自然災害やパンデミックによる供給遮断リスク
地震や台風、感染症の流行によって工場の稼働が停止するなど、突発的に供給が止まるリスクは常に存在します。サプライチェーンの強靭化を図るためには、代替サプライヤーを選定するだけでなく、在庫を一定水準で確保するなどのリスクヘッジが必要です。さらに、BCP(事業継続計画)を整備することで、想定外の事態でも迅速に代替ルートや代替拠点へ切り替えられる体制を構築できます。こうした準備が、企業の競争力を支える重要な要素となります。
サプライヤーとの情報共有不足
需要や在庫の情報が正確につかめないと、過剰在庫や欠品のリスクが高まります。サプライヤーとの情報共有が不十分だと、余計な納期遅延やコスト増につながる場合もあります。EDIやクラウドベースのシステムなどを活用し、リアルタイムでの情報のやり取りを定着させることがポイントです。

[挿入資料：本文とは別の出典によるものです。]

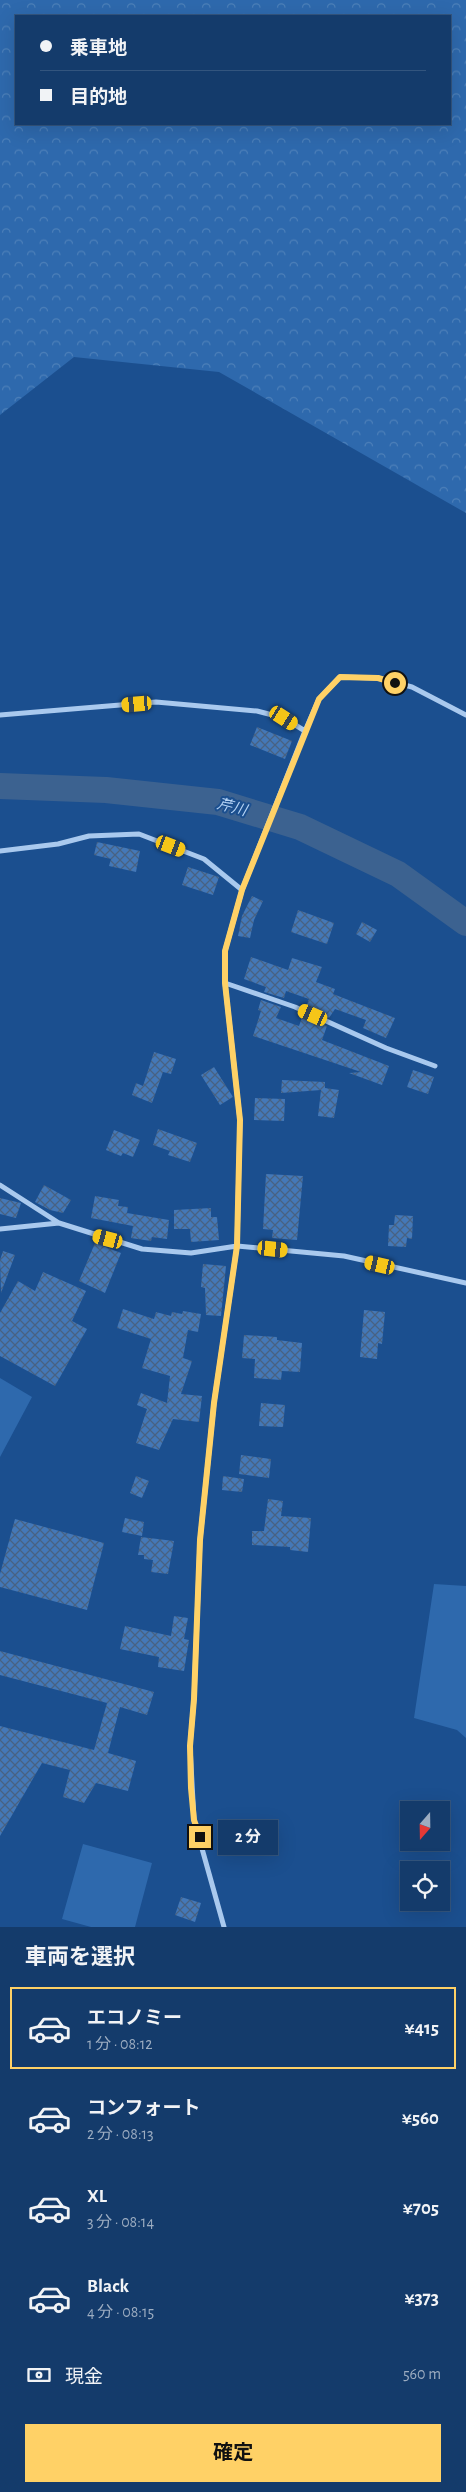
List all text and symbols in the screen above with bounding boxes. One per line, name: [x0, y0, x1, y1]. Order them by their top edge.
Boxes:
text: 乗車地: [70, 39, 127, 58]
text: 目的地: [70, 88, 127, 107]
route start: [384, 672, 406, 694]
car: [121, 695, 152, 713]
car: [267, 704, 300, 732]
water label: 芹川: [215, 795, 250, 819]
car: [154, 834, 187, 858]
car: [296, 1002, 329, 1028]
car: [91, 1228, 124, 1250]
car: [257, 1240, 288, 1258]
car: [363, 1254, 396, 1276]
north arrow: [400, 1801, 450, 1851]
map controls: [400, 1801, 450, 1911]
callout: 2 分: [218, 1820, 278, 1854]
route end: [189, 1826, 211, 1848]
text: 2 分: [235, 1829, 261, 1845]
button: locate: [400, 1861, 450, 1911]
text: 車両を選択: [25, 1946, 135, 1968]
icon: car: [27, 2006, 72, 2051]
text: エコノミー: [87, 2009, 182, 2028]
text: ¥415: [404, 2019, 439, 2038]
text: 1 分 · 08:12: [87, 2036, 153, 2052]
icon: car: [27, 2096, 72, 2141]
text: コンフォート: [87, 2099, 200, 2118]
text: ¥560: [402, 2109, 439, 2128]
text: 2 分 · 08:13: [87, 2126, 154, 2142]
icon: car: [27, 2186, 72, 2231]
text: XL: [87, 2187, 107, 2206]
text: ¥705: [403, 2199, 439, 2218]
text: 3 分 · 08:14: [87, 2214, 154, 2230]
icon: car: [27, 2276, 72, 2321]
text: Black: [87, 2277, 129, 2296]
text: ¥373: [404, 2289, 439, 2308]
text: 4 分 · 08:15: [87, 2304, 154, 2320]
icon: cash: [25, 2361, 53, 2389]
text: 560 m: [403, 2366, 441, 2382]
text: 現金: [65, 2368, 103, 2387]
button: 確定: [25, 2424, 441, 2482]

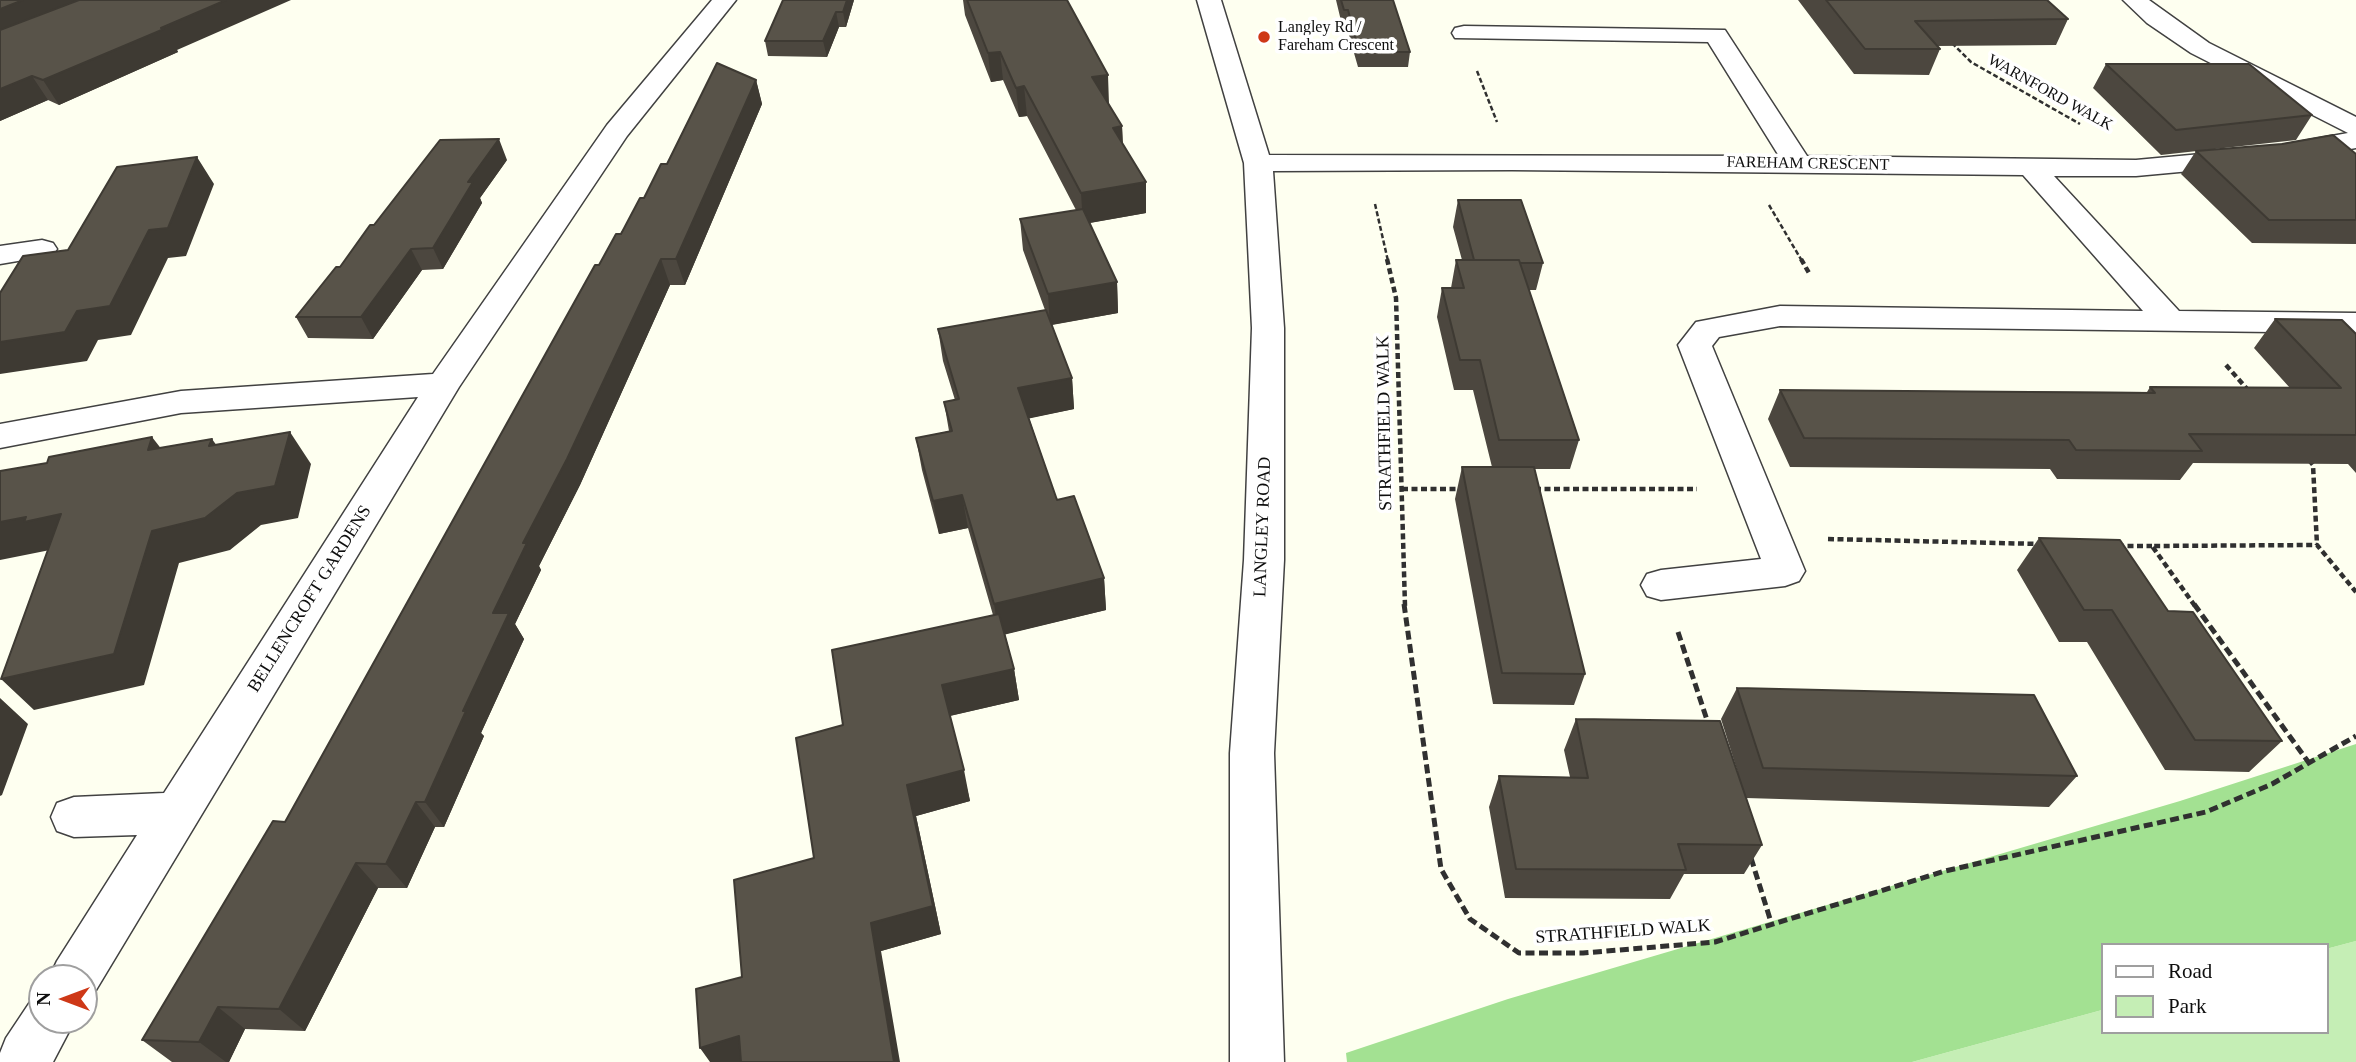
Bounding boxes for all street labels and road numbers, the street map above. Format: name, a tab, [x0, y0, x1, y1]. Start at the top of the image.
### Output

卸売業界大手のPALTACでは、「PALTAC VANサービス」としてEDIの仕組みを取引先のメーカーに提供するなど、サプライチェーン全体のDX化推進に貢献しています。
グローバル拠点の最適配置と調整
多国籍企業を中心に、生産や販売拠点を世界各地に置くケースはますます増加しています。しかし、輸送コストや関税、現地の法規制など、国や地域ごとに差異があり、調整は容易ではありません。適切な情報システムと現地スタッフとの連携を通じて、製品の品質や納期、コストのバランスを最適化することが重要です。
サプライチェーン強靭化に向けた取り組み
近年、突発的な外部環境の変化、国際関係の不安定化、消費者ニーズの多様化などにより、企業が直面するリスクはこれまで以上に不透明さを増しています。こうした環境下で、サプライチェーンの強靭化は単なるリスク分散にとどまらず、事業継続の根幹を支える最重要課題となっています。そのためには、リアルタイムでの情報共有や全体の可視化により、需要変動や突発的な供給障害にも迅速に対応できる体制を構築することが欠かせません。さらに、複数の調達先の確保、在庫戦略の最適化、サプライチェーン全体でのデータ連携を通じて、リードタイム短縮と供給リスクの最小化を実現することが求められます。ここでは、需給計画や生産管理、リスクシナリオの策定といった具体的な取り組みを整理し、変化に強いサプライチェーンを実現するためのポイントを確認していきます。
需給計画と在庫最適化
需要予測の精度向上と在庫管理の適正化は、サプライチェーン運営の基本です。AIを活用すれば、従来の販売実績に加えて天候や消費者の嗜好変化といった外部要因も分析に取り込むことが可能です。これにより、過剰在庫によるコスト増や在庫不足による機会損失を抑制し、柔軟かつ効率的な供給体制を実現できます。
資材所要量計画(MRP)のポイント
MRP(Material Requirements Planning)は、生産に必要な資材を適切なタイミングで確保し、効率的にラインを稼働させるための仕組みです。需要予測や受注状況と連動させることで、リードタイム短縮や生産計画の最適化が可能となります。正確な運用のためには、部門間のコミュニケーションやデータの一元管理が欠かせません。
データ共有とプラットフォーム連携
複数の企業や拠点で構成されるサプライチェーンでは、スムーズな情報連携が競争力を左右します。クラウド型プラットフォームやブロックチェーンを活用すれば、受発注や在庫情報をリアルタイムで共有でき、需要変動への即応力が高まります。さらに、データの自動化・標準化によって人為的ミスを削減し、意思決定のスピードも大幅に向上します。
まとめ
サプライチェーンの基本概念から具体例や課題、サプライチェーンを強靭化するポイントまで幅広く解説しました。自社の持続的成長とリスク管理のためにも、サプライチェーン視点の経営戦略が重要となります。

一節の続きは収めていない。